REQUIRED WORK -
Return exactly the lines from the one that contains "Build a gazetteer" up to the last line of the listing, and nothing else.

--- INPUT Enclosed Below ---

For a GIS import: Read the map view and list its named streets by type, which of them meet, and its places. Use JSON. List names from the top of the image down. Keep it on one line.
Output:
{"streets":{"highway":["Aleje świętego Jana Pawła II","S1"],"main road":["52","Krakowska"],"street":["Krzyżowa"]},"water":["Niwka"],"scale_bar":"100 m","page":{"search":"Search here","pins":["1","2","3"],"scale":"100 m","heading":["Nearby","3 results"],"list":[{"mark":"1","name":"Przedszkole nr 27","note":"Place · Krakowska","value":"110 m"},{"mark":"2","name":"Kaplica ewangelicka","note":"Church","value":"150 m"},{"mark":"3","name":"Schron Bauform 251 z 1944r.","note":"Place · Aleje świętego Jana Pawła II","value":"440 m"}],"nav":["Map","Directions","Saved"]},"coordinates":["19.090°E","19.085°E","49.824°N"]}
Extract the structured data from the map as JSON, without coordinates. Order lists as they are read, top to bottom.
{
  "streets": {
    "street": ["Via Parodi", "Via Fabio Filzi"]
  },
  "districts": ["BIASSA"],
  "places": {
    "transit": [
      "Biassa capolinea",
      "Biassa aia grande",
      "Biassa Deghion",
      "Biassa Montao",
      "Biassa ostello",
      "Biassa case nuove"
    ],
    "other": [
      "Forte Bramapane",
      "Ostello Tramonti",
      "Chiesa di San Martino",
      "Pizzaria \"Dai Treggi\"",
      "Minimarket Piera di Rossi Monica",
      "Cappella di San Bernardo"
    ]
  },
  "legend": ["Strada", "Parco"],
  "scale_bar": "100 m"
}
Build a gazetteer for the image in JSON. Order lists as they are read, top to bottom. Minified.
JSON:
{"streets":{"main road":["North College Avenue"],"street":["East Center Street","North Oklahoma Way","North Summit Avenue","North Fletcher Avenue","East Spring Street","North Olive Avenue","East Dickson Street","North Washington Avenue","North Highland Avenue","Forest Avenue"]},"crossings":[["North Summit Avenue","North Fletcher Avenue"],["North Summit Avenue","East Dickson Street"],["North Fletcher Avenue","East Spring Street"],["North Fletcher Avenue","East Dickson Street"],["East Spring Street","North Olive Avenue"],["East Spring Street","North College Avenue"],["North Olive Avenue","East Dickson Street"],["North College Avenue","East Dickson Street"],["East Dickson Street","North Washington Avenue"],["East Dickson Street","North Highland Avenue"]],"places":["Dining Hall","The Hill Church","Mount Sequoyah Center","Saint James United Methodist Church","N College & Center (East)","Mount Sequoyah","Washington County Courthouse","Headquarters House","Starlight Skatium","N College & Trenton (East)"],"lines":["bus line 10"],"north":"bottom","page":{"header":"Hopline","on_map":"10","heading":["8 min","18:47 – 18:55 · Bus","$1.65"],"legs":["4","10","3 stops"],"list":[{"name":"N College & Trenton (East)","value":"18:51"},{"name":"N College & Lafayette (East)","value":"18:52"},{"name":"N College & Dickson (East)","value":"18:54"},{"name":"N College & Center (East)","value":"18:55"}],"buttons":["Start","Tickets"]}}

--- End of Enclosed INPUT ---

EXERCISE RESPONSE -
Build a gazetteer for the image in JSON. Order lists as they are read, top to bottom. Minified.
JSON:
{"streets":{"main road":["North College Avenue"],"street":["East Center Street","North Oklahoma Way","North Summit Avenue","North Fletcher Avenue","East Spring Street","North Olive Avenue","East Dickson Street","North Washington Avenue","North Highland Avenue","Forest Avenue"]},"crossings":[["North Summit Avenue","North Fletcher Avenue"],["North Summit Avenue","East Dickson Street"],["North Fletcher Avenue","East Spring Street"],["North Fletcher Avenue","East Dickson Street"],["East Spring Street","North Olive Avenue"],["East Spring Street","North College Avenue"],["North Olive Avenue","East Dickson Street"],["North College Avenue","East Dickson Street"],["East Dickson Street","North Washington Avenue"],["East Dickson Street","North Highland Avenue"]],"places":["Dining Hall","The Hill Church","Mount Sequoyah Center","Saint James United Methodist Church","N College & Center (East)","Mount Sequoyah","Washington County Courthouse","Headquarters House","Starlight Skatium","N College & Trenton (East)"],"lines":["bus line 10"],"north":"bottom","page":{"header":"Hopline","on_map":"10","heading":["8 min","18:47 – 18:55 · Bus","$1.65"],"legs":["4","10","3 stops"],"list":[{"name":"N College & Trenton (East)","value":"18:51"},{"name":"N College & Lafayette (East)","value":"18:52"},{"name":"N College & Dickson (East)","value":"18:54"},{"name":"N College & Center (East)","value":"18:55"}],"buttons":["Start","Tickets"]}}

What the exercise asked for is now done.